EXERCISE REQUIREMENTS:
Go through the records below and copy out every line holding "Daytona".

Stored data
>>>>
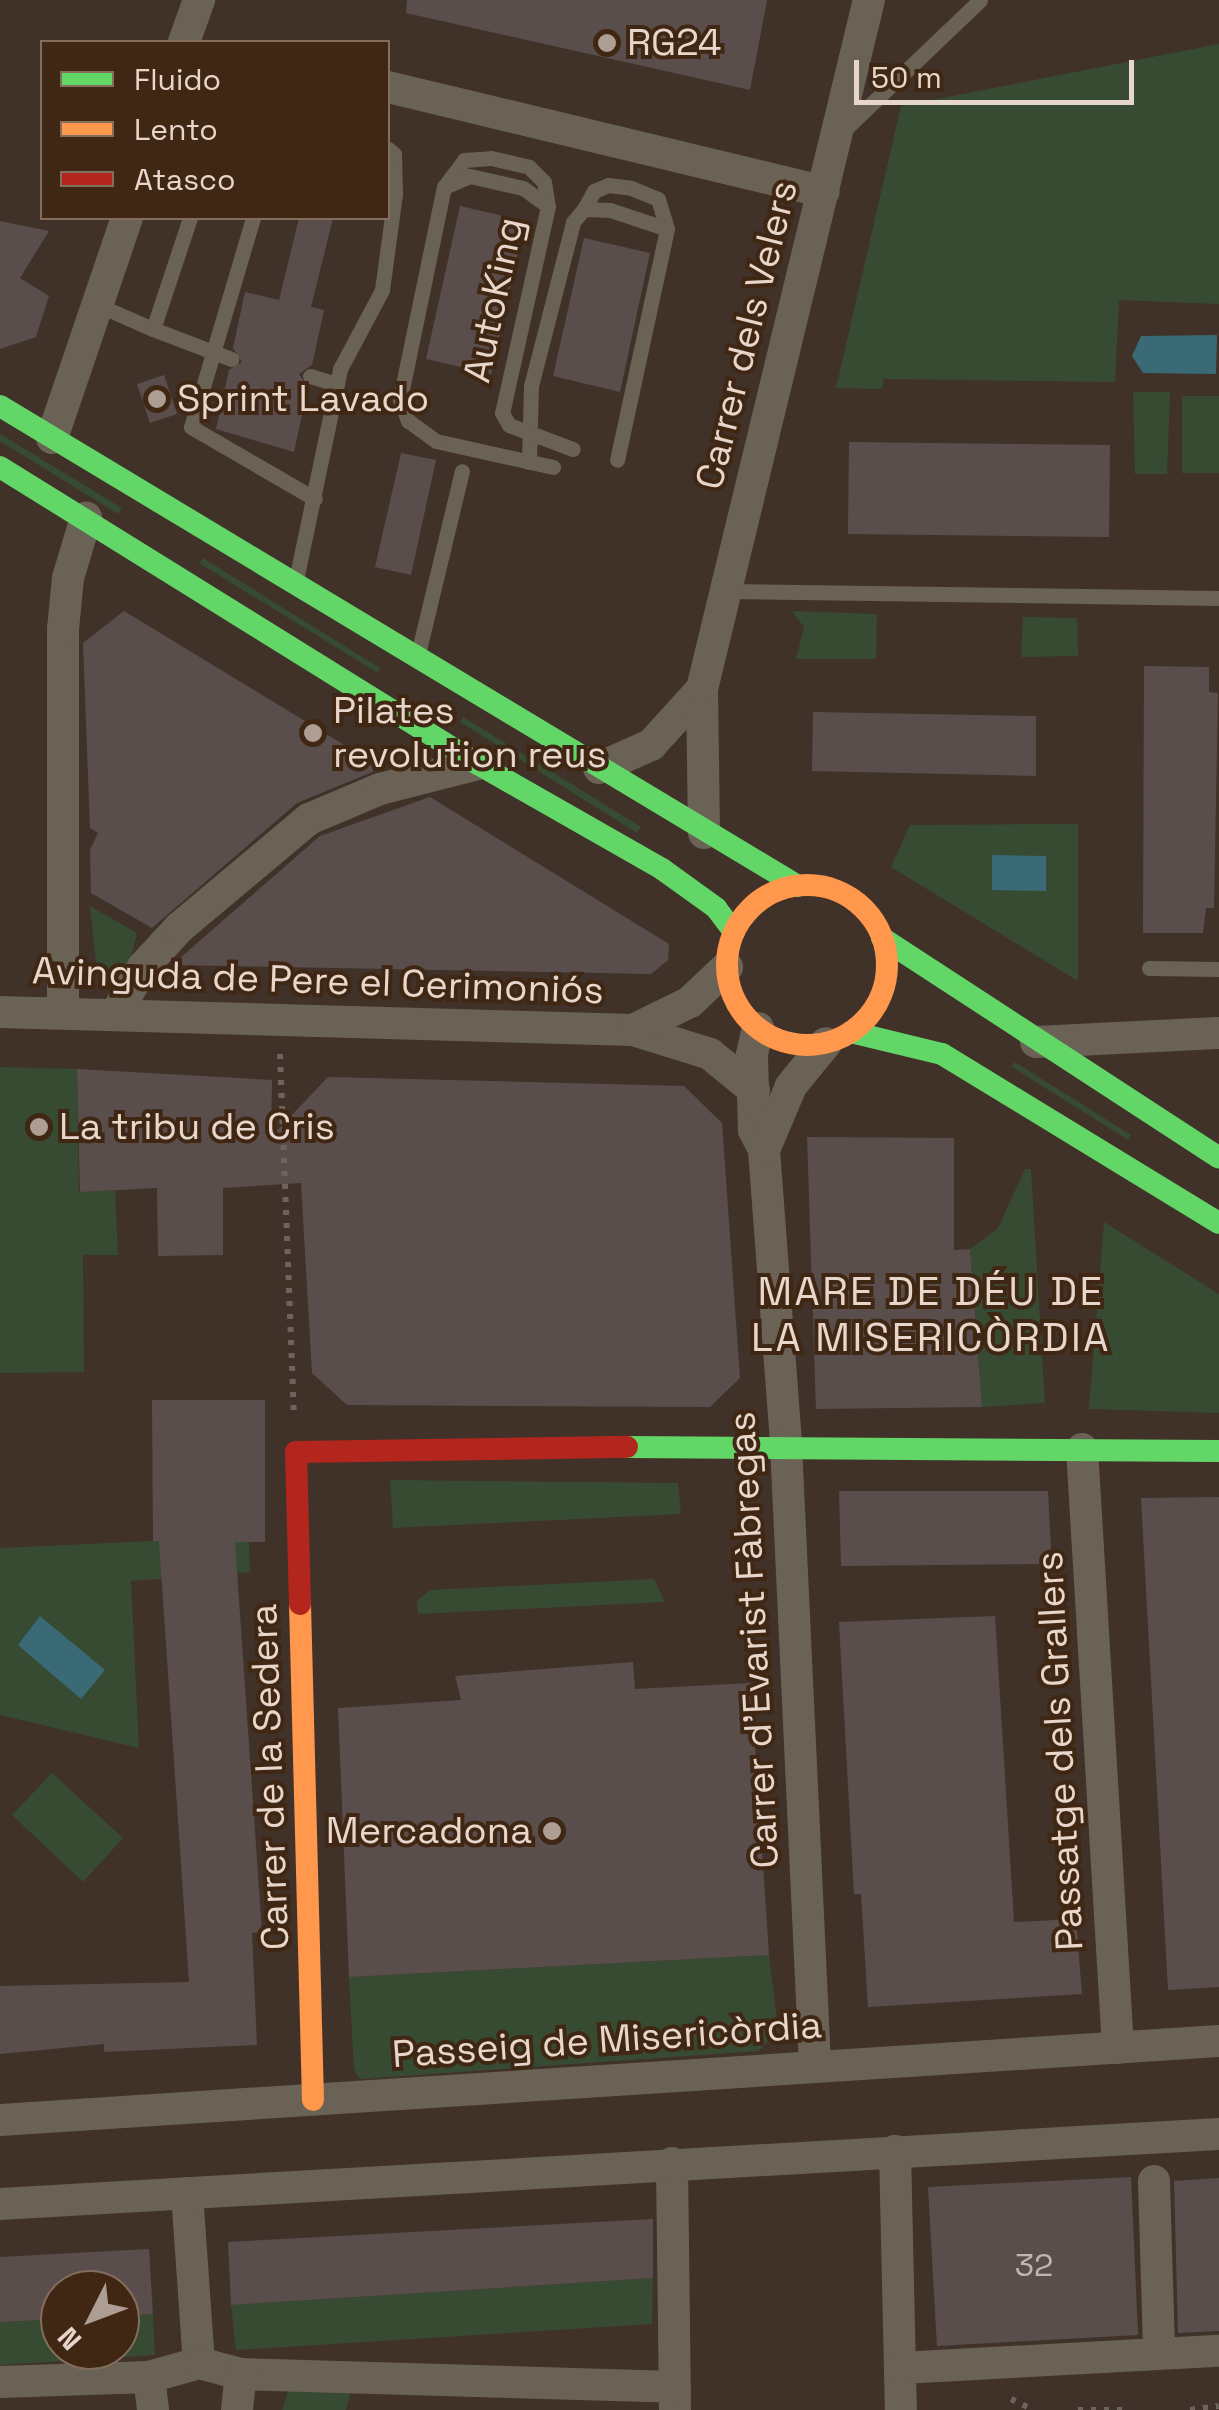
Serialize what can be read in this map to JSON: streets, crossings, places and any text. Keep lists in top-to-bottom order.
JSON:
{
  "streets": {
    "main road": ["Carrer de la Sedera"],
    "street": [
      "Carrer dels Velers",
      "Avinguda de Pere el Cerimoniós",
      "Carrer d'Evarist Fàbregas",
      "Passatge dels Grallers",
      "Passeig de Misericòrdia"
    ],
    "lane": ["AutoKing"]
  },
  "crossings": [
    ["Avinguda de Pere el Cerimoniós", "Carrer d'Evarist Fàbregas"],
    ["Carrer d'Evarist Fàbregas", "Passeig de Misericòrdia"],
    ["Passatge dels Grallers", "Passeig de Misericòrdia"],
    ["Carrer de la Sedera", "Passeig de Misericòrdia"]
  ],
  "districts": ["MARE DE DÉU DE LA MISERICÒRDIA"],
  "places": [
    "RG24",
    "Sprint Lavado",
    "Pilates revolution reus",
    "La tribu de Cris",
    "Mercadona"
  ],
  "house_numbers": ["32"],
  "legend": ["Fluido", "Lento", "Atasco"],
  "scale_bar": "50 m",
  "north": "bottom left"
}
<<<<
>>>>
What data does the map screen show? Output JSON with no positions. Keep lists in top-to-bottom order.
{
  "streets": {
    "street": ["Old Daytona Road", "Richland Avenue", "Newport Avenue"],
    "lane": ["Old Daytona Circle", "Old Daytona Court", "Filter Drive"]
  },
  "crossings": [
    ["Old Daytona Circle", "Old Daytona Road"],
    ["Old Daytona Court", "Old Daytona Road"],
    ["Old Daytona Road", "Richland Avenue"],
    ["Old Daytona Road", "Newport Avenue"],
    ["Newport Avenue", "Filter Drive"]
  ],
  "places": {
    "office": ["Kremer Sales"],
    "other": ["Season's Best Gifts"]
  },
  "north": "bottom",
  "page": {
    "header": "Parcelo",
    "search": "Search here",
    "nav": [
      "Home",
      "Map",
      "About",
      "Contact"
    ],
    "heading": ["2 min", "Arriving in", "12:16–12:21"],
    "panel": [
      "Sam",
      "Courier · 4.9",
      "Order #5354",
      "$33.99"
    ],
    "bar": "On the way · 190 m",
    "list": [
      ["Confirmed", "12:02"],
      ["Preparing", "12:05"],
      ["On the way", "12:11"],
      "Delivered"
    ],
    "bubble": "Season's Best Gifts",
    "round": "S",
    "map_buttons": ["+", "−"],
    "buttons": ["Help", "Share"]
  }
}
<<<<
TASK OUTPUT:
    "street": ["Old Daytona Road", "Richland Avenue", "Newport Avenue"],
    "lane": ["Old Daytona Circle", "Old Daytona Court", "Filter Drive"]
    ["Old Daytona Circle", "Old Daytona Road"],
    ["Old Daytona Court", "Old Daytona Road"],
    ["Old Daytona Road", "Richland Avenue"],
    ["Old Daytona Road", "Newport Avenue"],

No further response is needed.